I often ask dealers, “How do your sales managers manage your sales team?” Let me tell you, nowadays there are no right answers to this question without the words “ensure” “utilizing” and “CRM” in them. Your managers should be keeping a watchful eye on the CRM dashboard throughout the day to ensure your team is utilizing the CRM to its fullest and actually completing the tasks scheduled for them. Then your dealership must make it financially rewarding (or punishable) to do so. If it is 2 p.m. and you see Jimmy drinking his Red Bull and laughing on the showroom floor, take a look at how many of the day’s tasks he completed. You will see only one of two scenarios.
a) He’s made only two of the 33 scheduled follow-up calls for the day (yet he has time to ham it up with the folks on the floor) or
b) He made all 33 of his day’s calls, somehow miraculously between the times of 9:05am to 9:09am. Oh yeah, and he left messages on every call.
Your managers must begin “managing” their teams and holding them accountable. Whether utilization is tracked, measured, and spiffed upon, or simply browbeat into the team, they must start making the calls and e-mails required of them. If you want to sell more cars, get your teams to honestly make the calls prescribed for them. Simple as that.
While your Internet team can fall off the wagon too, it is likely because they can get overwhelmed if they lose any time for the day. A few leads are missed, an alert isn’t received, a customer comes in that takes more of their time than expected, and there is no catching up. Unlike the sales floor where the salesperson can just not take a customer for the day and get through all of their overdue tasks, the Internet team has opportunities that pour in and never stop pouring in.

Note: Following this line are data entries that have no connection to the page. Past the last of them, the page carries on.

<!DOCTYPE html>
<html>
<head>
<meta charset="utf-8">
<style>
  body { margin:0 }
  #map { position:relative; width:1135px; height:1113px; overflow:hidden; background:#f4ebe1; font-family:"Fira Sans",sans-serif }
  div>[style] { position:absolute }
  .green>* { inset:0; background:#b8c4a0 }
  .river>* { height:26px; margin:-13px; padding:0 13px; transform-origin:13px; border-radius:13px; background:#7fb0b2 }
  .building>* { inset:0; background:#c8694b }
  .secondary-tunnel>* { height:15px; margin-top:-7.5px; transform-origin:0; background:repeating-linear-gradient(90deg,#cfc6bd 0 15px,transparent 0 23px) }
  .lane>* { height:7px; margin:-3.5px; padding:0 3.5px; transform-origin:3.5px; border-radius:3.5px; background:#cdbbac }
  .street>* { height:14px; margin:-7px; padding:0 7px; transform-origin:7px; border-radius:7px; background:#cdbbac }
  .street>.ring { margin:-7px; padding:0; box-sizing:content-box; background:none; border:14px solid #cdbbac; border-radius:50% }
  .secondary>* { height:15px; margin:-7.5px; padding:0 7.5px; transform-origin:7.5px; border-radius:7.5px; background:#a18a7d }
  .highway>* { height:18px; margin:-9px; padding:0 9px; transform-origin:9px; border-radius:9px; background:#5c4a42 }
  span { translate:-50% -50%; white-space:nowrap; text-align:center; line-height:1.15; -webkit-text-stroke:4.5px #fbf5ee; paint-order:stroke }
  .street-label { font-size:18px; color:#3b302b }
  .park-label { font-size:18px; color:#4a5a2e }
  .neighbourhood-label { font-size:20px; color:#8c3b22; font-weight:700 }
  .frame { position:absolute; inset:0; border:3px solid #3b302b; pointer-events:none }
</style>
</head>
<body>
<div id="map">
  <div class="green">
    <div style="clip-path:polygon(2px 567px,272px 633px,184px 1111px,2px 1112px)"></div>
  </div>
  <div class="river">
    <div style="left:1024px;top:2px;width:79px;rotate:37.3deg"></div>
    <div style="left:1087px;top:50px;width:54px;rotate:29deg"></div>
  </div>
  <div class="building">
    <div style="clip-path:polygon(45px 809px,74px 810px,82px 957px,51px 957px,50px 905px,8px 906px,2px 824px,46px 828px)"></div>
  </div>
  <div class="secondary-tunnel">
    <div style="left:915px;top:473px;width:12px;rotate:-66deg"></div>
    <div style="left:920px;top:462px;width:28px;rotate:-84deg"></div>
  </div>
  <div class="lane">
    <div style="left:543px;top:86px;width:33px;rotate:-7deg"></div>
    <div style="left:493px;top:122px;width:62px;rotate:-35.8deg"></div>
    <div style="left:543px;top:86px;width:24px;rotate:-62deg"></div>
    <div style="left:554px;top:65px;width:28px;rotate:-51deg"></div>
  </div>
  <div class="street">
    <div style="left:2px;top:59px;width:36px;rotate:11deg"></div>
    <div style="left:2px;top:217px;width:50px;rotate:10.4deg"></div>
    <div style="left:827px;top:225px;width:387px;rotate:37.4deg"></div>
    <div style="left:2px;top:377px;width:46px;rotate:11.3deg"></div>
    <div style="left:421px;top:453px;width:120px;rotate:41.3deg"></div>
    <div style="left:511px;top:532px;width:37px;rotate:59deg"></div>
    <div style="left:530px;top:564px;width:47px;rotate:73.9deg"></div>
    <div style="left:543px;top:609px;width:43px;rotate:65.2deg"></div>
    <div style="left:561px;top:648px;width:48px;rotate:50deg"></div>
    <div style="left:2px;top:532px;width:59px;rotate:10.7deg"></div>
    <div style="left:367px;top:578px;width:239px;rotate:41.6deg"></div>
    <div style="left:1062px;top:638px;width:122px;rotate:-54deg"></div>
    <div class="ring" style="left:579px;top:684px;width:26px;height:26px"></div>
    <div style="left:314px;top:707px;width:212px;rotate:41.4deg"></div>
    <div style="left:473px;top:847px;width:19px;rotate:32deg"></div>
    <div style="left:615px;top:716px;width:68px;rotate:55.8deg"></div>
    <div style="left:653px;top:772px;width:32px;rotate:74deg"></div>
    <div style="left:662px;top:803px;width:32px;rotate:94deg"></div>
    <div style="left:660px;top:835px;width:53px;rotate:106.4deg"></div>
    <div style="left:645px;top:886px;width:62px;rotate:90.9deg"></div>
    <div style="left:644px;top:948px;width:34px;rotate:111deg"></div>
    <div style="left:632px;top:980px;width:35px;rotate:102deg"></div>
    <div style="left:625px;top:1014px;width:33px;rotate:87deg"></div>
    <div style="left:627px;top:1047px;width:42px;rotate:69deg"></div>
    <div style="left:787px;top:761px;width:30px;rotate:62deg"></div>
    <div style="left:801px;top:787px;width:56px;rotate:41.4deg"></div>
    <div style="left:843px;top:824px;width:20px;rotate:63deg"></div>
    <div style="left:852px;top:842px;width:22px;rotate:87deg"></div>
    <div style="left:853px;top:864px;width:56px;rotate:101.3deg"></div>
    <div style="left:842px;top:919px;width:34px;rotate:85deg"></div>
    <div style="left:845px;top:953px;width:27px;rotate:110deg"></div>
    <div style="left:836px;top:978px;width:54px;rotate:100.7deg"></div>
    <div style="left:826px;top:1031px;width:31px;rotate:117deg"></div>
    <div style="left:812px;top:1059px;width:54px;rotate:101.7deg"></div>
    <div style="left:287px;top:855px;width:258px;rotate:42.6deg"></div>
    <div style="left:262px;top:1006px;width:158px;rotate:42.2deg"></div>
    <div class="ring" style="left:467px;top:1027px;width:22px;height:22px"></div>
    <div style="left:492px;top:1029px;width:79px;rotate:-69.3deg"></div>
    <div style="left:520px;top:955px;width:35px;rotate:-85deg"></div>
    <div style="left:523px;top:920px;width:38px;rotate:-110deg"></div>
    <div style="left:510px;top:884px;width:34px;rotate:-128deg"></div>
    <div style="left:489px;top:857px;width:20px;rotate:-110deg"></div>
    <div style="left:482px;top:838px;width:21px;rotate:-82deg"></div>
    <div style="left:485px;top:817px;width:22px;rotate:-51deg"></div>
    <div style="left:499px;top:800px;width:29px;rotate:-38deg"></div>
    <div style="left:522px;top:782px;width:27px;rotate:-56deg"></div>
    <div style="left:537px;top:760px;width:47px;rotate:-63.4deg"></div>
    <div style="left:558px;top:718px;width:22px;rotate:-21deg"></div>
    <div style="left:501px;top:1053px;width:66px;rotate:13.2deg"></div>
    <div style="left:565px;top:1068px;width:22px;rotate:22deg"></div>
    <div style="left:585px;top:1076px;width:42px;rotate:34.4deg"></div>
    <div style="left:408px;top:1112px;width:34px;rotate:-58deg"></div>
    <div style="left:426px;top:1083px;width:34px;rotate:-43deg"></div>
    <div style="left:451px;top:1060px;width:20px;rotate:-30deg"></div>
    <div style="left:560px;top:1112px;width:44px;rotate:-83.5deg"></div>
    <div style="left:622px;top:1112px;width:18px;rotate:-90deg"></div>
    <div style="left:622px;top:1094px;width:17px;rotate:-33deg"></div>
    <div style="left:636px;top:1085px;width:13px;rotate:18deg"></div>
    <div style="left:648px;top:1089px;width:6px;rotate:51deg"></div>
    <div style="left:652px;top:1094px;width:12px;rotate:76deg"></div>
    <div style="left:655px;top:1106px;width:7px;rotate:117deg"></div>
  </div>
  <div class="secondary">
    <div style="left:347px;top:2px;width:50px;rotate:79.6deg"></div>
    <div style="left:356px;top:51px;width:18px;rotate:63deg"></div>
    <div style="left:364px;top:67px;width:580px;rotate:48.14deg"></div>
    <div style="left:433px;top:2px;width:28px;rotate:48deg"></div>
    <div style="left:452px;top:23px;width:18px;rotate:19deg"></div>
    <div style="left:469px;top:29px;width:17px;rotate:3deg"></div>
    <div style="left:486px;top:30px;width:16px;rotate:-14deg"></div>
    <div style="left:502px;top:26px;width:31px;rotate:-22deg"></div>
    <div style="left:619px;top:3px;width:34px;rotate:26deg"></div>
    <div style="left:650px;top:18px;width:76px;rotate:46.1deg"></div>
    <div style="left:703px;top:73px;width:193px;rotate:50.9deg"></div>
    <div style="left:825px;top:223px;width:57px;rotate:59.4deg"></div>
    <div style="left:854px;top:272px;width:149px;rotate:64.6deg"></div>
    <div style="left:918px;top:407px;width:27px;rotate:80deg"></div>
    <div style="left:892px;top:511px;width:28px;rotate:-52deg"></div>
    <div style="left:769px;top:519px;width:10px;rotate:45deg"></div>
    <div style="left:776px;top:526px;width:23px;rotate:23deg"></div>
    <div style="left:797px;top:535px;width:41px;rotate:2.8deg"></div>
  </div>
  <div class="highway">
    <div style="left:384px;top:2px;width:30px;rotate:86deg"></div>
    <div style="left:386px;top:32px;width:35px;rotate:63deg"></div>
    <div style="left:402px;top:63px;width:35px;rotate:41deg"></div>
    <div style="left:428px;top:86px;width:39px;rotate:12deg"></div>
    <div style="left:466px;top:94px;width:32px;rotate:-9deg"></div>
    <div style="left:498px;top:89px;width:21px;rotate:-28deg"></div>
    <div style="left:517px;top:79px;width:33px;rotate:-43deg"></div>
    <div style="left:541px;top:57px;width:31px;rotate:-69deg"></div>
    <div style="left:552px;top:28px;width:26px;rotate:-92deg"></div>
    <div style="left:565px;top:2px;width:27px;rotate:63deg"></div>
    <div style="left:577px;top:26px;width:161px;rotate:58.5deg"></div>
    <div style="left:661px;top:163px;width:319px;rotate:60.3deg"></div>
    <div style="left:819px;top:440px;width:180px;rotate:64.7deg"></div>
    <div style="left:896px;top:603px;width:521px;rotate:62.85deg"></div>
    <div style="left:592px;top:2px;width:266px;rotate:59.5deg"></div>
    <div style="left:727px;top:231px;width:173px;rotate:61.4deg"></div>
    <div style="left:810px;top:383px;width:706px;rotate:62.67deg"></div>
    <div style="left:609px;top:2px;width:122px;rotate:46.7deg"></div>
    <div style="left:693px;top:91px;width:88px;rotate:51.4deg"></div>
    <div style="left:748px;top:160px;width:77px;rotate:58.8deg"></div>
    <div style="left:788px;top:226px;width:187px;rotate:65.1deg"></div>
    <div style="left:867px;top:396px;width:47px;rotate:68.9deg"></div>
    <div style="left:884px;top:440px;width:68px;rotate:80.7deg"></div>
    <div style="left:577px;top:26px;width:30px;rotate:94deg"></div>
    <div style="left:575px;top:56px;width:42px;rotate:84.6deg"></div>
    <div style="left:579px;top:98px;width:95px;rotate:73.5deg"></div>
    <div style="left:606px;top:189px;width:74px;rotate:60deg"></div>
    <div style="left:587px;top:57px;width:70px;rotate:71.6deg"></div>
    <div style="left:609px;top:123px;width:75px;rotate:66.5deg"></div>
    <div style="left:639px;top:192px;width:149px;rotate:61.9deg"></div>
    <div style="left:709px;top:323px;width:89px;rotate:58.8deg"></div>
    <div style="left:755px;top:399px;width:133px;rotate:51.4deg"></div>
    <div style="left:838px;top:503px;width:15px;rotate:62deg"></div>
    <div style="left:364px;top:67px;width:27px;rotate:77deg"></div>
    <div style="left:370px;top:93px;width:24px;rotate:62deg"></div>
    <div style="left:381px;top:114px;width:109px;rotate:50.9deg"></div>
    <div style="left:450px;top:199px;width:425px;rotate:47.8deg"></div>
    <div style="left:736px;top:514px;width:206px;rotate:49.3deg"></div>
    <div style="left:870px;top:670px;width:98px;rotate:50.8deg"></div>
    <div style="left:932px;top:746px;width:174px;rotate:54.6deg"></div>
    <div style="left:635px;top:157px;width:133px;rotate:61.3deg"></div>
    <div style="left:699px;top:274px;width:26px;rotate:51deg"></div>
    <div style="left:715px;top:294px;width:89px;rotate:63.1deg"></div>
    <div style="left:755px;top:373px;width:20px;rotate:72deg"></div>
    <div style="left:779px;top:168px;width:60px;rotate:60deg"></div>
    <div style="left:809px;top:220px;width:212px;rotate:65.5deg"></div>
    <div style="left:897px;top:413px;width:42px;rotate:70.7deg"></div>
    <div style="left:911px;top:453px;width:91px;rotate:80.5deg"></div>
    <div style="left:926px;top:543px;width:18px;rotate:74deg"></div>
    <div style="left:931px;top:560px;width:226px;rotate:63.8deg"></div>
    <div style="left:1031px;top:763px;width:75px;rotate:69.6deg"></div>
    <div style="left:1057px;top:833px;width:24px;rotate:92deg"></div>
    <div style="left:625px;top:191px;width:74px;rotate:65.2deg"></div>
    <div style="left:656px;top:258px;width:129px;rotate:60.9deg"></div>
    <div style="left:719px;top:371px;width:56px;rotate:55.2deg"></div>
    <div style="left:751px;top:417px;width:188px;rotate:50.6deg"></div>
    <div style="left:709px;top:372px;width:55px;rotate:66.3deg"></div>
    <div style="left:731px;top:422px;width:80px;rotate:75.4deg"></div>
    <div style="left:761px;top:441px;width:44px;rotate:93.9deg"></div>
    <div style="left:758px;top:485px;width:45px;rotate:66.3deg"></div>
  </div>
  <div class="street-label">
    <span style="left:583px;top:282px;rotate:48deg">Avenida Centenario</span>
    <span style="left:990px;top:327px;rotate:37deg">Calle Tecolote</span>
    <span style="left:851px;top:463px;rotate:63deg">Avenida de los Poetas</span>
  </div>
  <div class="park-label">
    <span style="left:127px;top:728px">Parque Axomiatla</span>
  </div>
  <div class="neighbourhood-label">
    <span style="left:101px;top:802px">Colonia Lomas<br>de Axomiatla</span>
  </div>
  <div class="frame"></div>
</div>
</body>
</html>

The reason virtual dealer training programs were created in the first place is because dealers don’t have the staff or the time to track what their Internet teams are missing. You need someone to perform dealership daycare for your Internet teams. Your Internet director/e-commerce director/BDC manager often doesn’t have the time to monitor all e-mail correspondence, but, believe me, it is necessary. Do you know what your staff is e-mailing to your customers? Are they answering their questions? Are they not calling and not following up with them? The CRM allows you to catch these things, but only if you are looking. While our teams are much more mature than children, they need constant guidance (and positive reinforcement through training) to keep ahead of the class.
It is time dealers do a little dealership daycare on behalf of their sales and Internet teams. You need to maximize the opportunities you are receiving and the only way to do that is to monitor, police, measure, and motivate your teams, through the utilization of your CRM and through consistent training and management.